* **PROBLEM TO SOLVE**:
Check each line of the records below for the string "stream", then state how many lines contain it, with no other output.

* **GIVEN ENTRIES**:
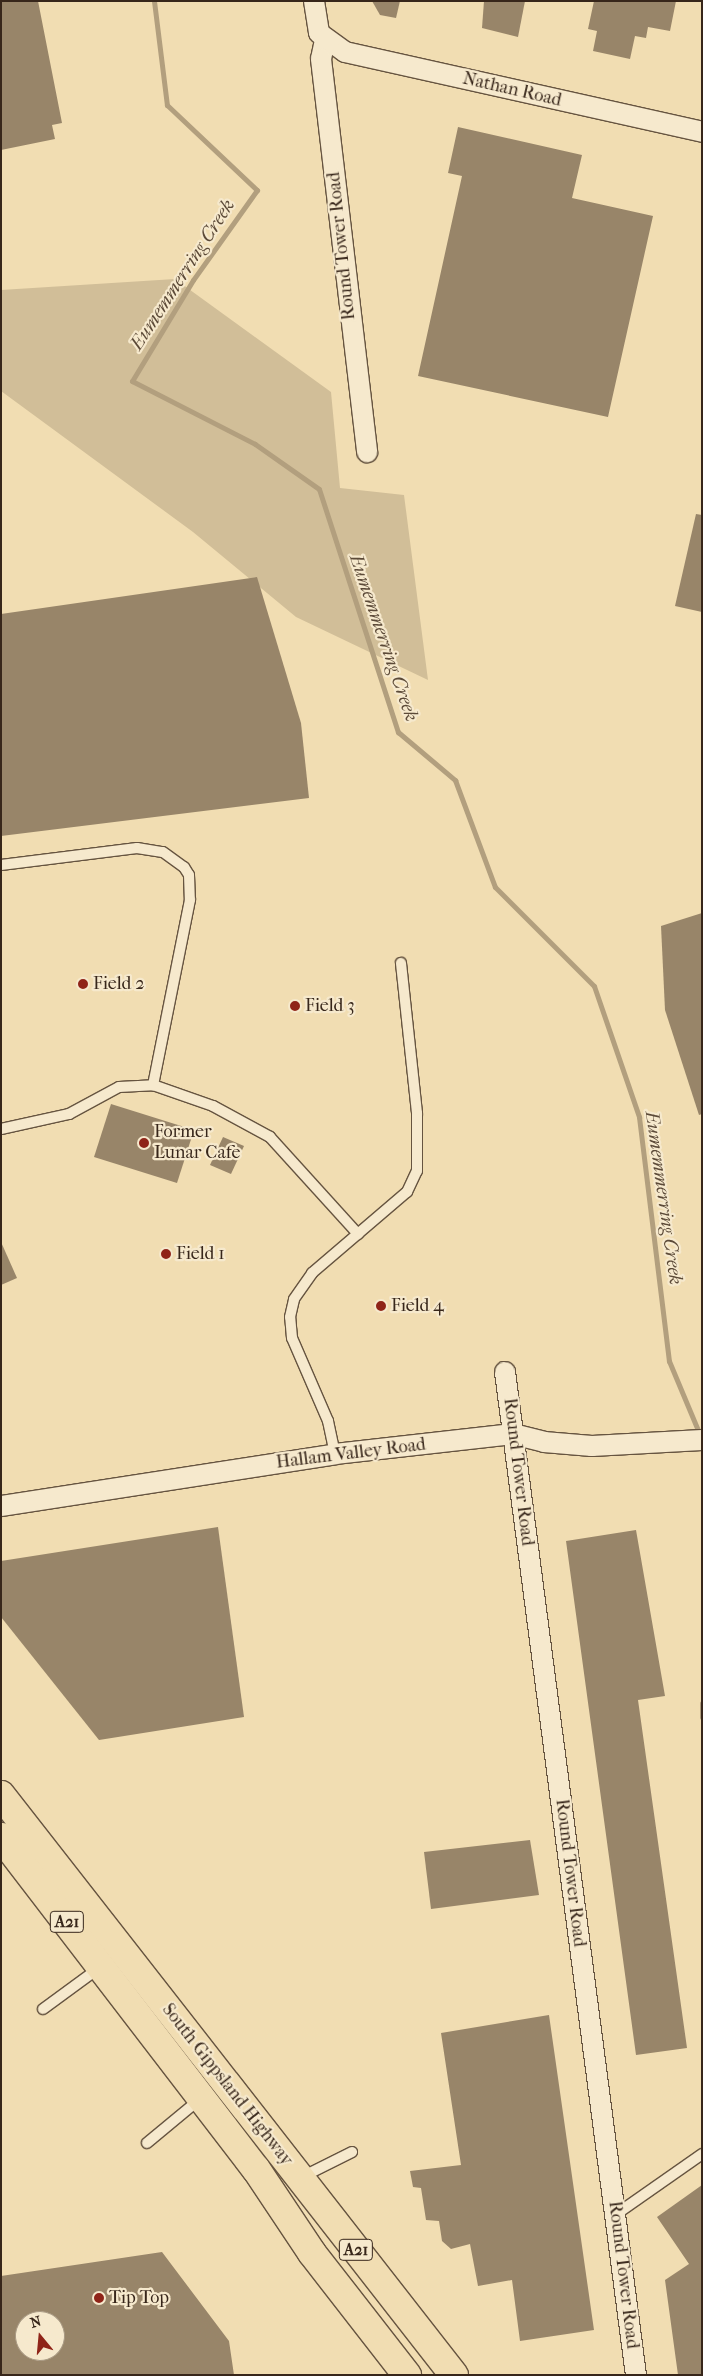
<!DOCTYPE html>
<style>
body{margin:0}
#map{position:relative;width:703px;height:2376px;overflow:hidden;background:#f1ddb2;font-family:"IM FELL French Canon",serif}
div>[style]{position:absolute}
.green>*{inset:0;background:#d1be98}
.stream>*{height:5px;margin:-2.5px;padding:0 2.5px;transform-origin:2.5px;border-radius:2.5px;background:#b29f7e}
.building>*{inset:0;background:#988569}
.roads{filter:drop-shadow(1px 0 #665440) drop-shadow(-1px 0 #665440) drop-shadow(0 1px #665440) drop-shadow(0 -1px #665440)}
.lane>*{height:10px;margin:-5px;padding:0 5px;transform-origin:5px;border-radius:5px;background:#f6e9cd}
.street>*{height:20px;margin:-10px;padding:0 10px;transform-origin:10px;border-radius:10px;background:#f6e9cd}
.highway>*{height:28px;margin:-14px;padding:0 14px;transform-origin:14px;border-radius:14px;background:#f1ddb2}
.dots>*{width:14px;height:14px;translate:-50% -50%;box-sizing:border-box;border:2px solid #f6e9cd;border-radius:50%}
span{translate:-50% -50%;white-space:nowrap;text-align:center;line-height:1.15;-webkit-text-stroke:4.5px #f6e9cd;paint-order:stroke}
.shield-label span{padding:1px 4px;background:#f6e9cd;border:1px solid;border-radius:4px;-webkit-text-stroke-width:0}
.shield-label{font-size:16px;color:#37261a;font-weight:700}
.street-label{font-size:18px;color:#37261a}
.poi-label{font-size:18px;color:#37261a}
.left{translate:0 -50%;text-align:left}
.water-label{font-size:19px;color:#5c4a38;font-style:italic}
.frame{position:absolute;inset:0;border:2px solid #37261a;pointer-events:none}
.north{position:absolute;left:15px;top:2311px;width:50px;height:50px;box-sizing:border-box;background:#f6e9cd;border:1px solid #aa9b85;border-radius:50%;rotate:343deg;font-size:14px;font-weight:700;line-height:20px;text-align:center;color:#37261a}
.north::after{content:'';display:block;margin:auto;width:18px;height:22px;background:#8f2418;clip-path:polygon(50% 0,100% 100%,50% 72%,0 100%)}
</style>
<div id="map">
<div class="green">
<i style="clip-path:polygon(175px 279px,331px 392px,340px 488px,404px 495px,428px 680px,296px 617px,193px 532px,1px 391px,1px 290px)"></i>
</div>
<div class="stream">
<i style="left:154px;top:1px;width:105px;rotate:82.9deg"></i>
<i style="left:167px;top:105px;width:124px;rotate:43.4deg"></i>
<i style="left:257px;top:190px;width:110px;rotate:125.4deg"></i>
<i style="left:193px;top:280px;width:118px;rotate:121.1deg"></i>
<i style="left:132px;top:381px;width:138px;rotate:27.1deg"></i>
<i style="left:255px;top:444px;width:78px;rotate:35.1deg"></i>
<i style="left:319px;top:489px;width:256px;rotate:72deg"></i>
<i style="left:398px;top:732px;width:75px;rotate:40.1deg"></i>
<i style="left:455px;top:780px;width:114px;rotate:69.5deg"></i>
<i style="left:495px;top:887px;width:140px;rotate:45deg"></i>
<i style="left:594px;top:986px;width:139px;rotate:71deg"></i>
<i style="left:639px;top:1117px;width:246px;rotate:83deg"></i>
<i style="left:669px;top:1361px;width:80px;rotate:67.3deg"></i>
<i style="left:702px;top:1703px;width:14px;rotate:90deg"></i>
</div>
<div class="building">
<i style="clip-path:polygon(1px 1px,38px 1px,62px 123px,52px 125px,55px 139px,1px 150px)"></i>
<i style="clip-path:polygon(372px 1px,400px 1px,396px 18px,380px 15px)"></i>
<i style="clip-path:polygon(484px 1px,525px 1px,518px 37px,482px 28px)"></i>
<i style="clip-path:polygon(594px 1px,676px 1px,670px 31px,648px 27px,646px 38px,635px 36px,630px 59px,593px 51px,597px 31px,588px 29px)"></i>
<i style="clip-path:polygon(458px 127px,582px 155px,572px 198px,653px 216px,608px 417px,418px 376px,462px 176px,448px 173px)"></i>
<i style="clip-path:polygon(696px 514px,702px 515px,702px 612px,675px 606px)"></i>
<i style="clip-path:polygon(257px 577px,301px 723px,309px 798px,1px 836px,1px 614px)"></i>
<i style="clip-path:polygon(702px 913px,702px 1114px,699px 1115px,665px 1010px,661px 926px)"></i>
<i style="clip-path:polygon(111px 1104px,194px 1130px,177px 1183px,94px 1157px)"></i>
<i style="clip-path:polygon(223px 1137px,244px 1146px,231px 1174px,210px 1165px)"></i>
<i style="clip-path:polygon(1px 1242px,17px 1278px,1px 1285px)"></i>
<i style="clip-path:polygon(218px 1527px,244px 1717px,99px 1740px,1px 1617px,1px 1561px)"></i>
<i style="clip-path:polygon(636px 1530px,665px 1696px,638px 1700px,687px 2048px,636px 2055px,566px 1541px)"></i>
<i style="clip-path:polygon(530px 1840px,539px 1895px,431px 1909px,424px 1852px)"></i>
<i style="clip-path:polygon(549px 2015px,594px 2330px,520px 2341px,512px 2280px,478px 2286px,470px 2244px,451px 2249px,442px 2241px,439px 2221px,426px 2220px,421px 2188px,413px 2187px,410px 2171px,461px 2165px,441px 2033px)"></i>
<i style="clip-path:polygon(702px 2185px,702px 2375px,678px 2375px,665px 2280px,689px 2264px,657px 2217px)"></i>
<i style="clip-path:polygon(evenodd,162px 2252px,229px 2341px,234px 2375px,1px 2375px,1px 2276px,162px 2252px,25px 2321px,55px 2321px,55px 2351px,25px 2351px,25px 2321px)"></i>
</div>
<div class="roads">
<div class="lane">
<i style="left:1px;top:865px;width:137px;rotate:-7.1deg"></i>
<i style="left:137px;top:848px;width:26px;rotate:9deg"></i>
<i style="left:163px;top:852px;width:26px;rotate:36deg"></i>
<i style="left:184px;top:867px;width:9px;rotate:58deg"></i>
<i style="left:189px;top:875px;width:25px;rotate:88deg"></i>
<i style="left:190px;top:900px;width:189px;rotate:101.3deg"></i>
<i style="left:1px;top:1129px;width:70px;rotate:-12.4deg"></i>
<i style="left:69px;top:1114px;width:57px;rotate:-28.4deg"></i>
<i style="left:119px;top:1087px;width:34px;rotate:-3deg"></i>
<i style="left:153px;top:1085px;width:64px;rotate:19.3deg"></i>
<i style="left:213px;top:1106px;width:65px;rotate:28.5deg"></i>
<i style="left:270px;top:1137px;width:131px;rotate:47.8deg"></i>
<i style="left:335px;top:1454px;width:34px;rotate:-102deg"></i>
<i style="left:328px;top:1421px;width:90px;rotate:-113.4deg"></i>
<i style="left:292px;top:1338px;width:21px;rotate:-95deg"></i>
<i style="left:290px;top:1317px;width:18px;rotate:-77deg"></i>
<i style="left:294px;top:1299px;width:32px;rotate:-55deg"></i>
<i style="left:312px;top:1273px;width:125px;rotate:-40.5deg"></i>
<i style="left:407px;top:1192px;width:23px;rotate:-65deg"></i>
<i style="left:417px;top:1171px;width:58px;rotate:-90deg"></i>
<i style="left:417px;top:1113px;width:151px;rotate:-96.1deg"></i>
<i style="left:43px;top:2009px;width:69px;rotate:-36.2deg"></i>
<i style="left:147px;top:2143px;width:69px;rotate:-39.7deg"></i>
<i style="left:302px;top:2177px;width:56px;rotate:-26.6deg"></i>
<i style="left:615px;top:2215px;width:106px;rotate:-35deg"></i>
</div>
<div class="street">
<i style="left:314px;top:1px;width:32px;rotate:81deg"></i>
<i style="left:319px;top:33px;width:32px;rotate:36deg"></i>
<i style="left:345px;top:52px;width:366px;rotate:12.6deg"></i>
<i style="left:325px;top:40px;width:19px;rotate:102deg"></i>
<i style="left:321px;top:59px;width:396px;rotate:83.3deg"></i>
<i style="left:505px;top:1372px;width:1012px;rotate:82.56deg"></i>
<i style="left:1px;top:1506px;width:338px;rotate:-8.8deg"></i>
<i style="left:335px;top:1454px;width:179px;rotate:-6.4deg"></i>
<i style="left:513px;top:1434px;width:32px;rotate:14deg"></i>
<i style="left:544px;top:1442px;width:48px;rotate:4.8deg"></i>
<i style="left:592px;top:1446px;width:110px;rotate:-3.1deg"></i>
</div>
<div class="highway">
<i style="left:1px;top:1795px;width:736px;rotate:52.01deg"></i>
<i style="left:1px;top:1837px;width:419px;rotate:52.5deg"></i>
<i style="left:256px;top:2169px;width:101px;rotate:56.3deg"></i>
<i style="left:312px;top:2253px;width:155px;rotate:52.1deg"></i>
</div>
</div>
<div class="dots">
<i style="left:83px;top:984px;background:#8f2418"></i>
<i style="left:295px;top:1006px;background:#8f2418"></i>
<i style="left:144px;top:1143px;background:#8f2418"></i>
<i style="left:166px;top:1254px;background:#8f2418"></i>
<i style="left:381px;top:1306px;background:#8f2418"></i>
<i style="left:99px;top:2298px;background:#8f2418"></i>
</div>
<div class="shield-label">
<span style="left:67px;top:1922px">A21</span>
<span style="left:356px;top:2250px">A21</span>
</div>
<div class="street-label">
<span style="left:512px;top:90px;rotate:13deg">Nathan Road</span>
<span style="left:342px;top:246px;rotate:-96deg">Round Tower Road</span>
<span style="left:351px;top:1454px;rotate:-7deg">Hallam Valley Road</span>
<span style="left:518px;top:1472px;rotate:83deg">Round Tower Road</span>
<span style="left:570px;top:1873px;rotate:83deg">Round Tower Road</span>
<span style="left:227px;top:2085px;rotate:52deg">South Gippsland Highway</span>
<span style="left:623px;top:2275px;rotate:83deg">Round Tower Road</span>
</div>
<div class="poi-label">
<span class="left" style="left:93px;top:984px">Field 2</span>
<span class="left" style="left:305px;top:1006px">Field 3</span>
<span class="left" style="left:154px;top:1143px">Former<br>Lunar Cafe</span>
<span class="left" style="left:176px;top:1254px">Field 1</span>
<span class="left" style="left:391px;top:1306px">Field 4</span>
<span class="left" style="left:109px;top:2298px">Tip Top</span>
</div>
<div class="water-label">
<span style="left:183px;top:275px;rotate:-57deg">Eumemmerring Creek</span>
<span style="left:383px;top:638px;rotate:71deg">Eumemmerring Creek</span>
<span style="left:663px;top:1198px;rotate:82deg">Eumemmerring Creek</span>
</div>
<div class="frame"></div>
<div class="north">N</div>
</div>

* **RESPONSE TO THE EXERCISE**:
2